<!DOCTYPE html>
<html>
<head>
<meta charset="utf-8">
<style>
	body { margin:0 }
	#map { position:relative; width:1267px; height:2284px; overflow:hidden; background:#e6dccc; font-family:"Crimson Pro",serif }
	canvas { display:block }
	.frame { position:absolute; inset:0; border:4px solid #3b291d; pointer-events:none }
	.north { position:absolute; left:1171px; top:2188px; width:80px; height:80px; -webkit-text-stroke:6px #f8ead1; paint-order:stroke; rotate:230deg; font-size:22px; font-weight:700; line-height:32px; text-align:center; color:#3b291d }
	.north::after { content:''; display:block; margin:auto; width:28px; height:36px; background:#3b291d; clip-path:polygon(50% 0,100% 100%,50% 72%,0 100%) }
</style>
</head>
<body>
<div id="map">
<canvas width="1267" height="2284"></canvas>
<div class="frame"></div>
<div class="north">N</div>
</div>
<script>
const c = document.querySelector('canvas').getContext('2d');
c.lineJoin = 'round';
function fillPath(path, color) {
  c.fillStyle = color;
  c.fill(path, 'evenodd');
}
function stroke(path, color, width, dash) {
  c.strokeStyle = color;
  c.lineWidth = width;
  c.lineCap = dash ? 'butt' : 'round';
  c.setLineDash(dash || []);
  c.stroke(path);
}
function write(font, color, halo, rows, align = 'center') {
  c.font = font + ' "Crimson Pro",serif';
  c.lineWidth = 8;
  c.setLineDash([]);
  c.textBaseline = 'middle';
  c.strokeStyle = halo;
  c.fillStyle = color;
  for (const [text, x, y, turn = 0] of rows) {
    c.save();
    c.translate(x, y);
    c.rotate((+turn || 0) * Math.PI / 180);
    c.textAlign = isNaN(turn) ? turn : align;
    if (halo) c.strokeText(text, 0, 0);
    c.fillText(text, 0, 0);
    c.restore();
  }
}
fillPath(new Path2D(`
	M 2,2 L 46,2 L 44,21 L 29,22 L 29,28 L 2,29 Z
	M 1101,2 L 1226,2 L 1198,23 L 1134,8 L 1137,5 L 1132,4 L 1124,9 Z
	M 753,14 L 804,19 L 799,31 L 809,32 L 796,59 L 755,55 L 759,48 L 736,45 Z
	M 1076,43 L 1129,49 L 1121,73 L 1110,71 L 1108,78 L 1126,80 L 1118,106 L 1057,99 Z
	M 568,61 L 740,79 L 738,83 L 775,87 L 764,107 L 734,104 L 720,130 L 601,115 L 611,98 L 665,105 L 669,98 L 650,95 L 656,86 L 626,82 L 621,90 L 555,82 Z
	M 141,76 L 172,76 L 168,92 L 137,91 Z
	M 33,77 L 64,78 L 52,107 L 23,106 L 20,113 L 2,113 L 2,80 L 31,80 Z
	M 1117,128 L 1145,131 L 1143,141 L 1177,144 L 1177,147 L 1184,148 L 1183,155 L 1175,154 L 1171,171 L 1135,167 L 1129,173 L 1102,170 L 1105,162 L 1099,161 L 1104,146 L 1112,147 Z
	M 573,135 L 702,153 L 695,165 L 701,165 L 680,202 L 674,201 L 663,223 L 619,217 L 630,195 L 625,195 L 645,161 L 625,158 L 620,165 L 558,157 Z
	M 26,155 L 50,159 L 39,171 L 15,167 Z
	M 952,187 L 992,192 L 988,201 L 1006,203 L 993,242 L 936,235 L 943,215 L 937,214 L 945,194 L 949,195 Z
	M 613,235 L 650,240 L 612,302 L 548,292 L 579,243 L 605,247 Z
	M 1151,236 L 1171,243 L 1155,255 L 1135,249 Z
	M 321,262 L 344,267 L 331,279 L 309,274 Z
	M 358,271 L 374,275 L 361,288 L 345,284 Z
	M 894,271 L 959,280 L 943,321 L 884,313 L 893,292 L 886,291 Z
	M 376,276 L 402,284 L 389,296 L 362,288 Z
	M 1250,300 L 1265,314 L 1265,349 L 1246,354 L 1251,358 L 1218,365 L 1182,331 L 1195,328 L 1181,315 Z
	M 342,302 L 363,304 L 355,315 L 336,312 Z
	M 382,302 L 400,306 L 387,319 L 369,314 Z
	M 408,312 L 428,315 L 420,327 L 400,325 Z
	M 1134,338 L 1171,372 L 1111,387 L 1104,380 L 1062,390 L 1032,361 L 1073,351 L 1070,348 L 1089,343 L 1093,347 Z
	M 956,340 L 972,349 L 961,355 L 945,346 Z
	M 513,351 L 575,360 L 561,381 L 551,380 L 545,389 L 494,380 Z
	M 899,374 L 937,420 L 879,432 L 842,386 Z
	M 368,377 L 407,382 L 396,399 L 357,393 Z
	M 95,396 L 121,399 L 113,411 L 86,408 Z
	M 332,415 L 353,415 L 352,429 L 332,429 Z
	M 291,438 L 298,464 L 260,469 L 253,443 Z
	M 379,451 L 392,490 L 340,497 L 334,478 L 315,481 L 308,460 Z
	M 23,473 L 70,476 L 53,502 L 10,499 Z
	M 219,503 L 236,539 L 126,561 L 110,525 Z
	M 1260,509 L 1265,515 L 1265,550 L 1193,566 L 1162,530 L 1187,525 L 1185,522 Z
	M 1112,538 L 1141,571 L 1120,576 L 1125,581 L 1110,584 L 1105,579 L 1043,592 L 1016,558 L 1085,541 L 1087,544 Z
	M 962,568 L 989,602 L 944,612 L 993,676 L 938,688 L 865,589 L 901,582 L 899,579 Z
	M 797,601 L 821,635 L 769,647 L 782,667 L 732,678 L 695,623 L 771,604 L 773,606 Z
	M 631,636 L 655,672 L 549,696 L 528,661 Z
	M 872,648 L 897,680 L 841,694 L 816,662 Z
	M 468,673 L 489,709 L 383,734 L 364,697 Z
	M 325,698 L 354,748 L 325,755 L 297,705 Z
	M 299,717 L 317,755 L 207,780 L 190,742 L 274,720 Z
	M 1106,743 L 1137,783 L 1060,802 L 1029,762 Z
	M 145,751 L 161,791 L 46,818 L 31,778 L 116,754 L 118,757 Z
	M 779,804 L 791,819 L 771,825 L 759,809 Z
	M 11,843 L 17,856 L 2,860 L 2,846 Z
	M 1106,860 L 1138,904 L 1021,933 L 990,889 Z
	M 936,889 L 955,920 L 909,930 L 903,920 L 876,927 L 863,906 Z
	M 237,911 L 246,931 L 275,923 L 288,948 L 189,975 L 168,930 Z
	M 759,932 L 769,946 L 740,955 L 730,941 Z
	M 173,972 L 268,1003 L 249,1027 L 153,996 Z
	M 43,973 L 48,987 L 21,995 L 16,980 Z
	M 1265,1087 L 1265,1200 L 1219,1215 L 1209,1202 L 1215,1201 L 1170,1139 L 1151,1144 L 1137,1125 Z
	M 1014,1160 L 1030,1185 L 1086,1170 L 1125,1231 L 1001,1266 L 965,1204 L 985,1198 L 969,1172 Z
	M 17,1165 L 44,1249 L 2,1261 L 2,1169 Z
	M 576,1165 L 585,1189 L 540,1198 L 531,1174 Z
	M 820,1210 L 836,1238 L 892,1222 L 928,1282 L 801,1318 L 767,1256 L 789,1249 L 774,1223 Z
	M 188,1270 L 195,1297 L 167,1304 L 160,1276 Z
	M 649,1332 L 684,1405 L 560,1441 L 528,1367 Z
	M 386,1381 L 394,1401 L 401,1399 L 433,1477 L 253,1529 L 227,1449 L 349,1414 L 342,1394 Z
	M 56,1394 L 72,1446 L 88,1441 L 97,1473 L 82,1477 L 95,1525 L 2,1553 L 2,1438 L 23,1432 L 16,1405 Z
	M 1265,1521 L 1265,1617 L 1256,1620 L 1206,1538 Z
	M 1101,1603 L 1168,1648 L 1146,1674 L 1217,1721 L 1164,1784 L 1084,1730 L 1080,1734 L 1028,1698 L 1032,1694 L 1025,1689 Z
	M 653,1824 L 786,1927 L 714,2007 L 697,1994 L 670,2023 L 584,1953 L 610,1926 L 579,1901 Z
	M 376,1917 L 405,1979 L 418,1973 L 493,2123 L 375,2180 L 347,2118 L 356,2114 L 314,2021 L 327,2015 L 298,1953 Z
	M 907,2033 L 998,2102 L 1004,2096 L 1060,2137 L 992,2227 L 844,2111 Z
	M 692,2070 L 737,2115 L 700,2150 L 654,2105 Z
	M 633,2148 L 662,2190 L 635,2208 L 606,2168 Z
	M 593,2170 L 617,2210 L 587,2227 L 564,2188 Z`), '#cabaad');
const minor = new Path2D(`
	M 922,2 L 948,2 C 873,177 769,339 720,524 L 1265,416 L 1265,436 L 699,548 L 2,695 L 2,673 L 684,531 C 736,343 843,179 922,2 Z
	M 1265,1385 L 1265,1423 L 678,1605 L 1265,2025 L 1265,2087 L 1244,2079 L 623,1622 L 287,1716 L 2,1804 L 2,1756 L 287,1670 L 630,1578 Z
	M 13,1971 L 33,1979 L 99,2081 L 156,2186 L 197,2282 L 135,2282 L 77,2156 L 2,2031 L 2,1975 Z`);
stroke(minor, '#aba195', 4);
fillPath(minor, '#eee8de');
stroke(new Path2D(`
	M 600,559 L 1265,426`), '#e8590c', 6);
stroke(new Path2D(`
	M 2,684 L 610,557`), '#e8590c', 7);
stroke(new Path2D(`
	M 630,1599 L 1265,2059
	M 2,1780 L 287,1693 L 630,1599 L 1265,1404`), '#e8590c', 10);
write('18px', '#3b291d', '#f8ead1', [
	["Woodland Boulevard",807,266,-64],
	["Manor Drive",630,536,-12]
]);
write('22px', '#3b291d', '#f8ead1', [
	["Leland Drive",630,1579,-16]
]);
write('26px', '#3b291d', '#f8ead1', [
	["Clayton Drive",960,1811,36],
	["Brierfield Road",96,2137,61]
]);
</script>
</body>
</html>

:: The problem ::
From the entries above, print the lines beginning at the one with "function stroke(path, color, width, dash)" and stopping after the one with "M 1076,43 L", exactly as written and with nothing else.

:: Result of this task ::
function stroke(path, color, width, dash) {
  c.strokeStyle = color;
  c.lineWidth = width;
  c.lineCap = dash ? 'butt' : 'round';
  c.setLineDash(dash || []);
  c.stroke(path);
}
function write(font, color, halo, rows, align = 'center') {
  c.font = font + ' "Crimson Pro",serif';
  c.lineWidth = 8;
  c.setLineDash([]);
  c.textBaseline = 'middle';
  c.strokeStyle = halo;
  c.fillStyle = color;
  for (const [text, x, y, turn = 0] of rows) {
    c.save();
    c.translate(x, y);
    c.rotate((+turn || 0) * Math.PI / 180);
    c.textAlign = isNaN(turn) ? turn : align;
    if (halo) c.strokeText(text, 0, 0);
    c.fillText(text, 0, 0);
    c.restore();
  }
}
fillPath(new Path2D(`
	M 2,2 L 46,2 L 44,21 L 29,22 L 29,28 L 2,29 Z
	M 1101,2 L 1226,2 L 1198,23 L 1134,8 L 1137,5 L 1132,4 L 1124,9 Z
	M 753,14 L 804,19 L 799,31 L 809,32 L 796,59 L 755,55 L 759,48 L 736,45 Z
	M 1076,43 L 1129,49 L 1121,73 L 1110,71 L 1108,78 L 1126,80 L 1118,106 L 1057,99 Z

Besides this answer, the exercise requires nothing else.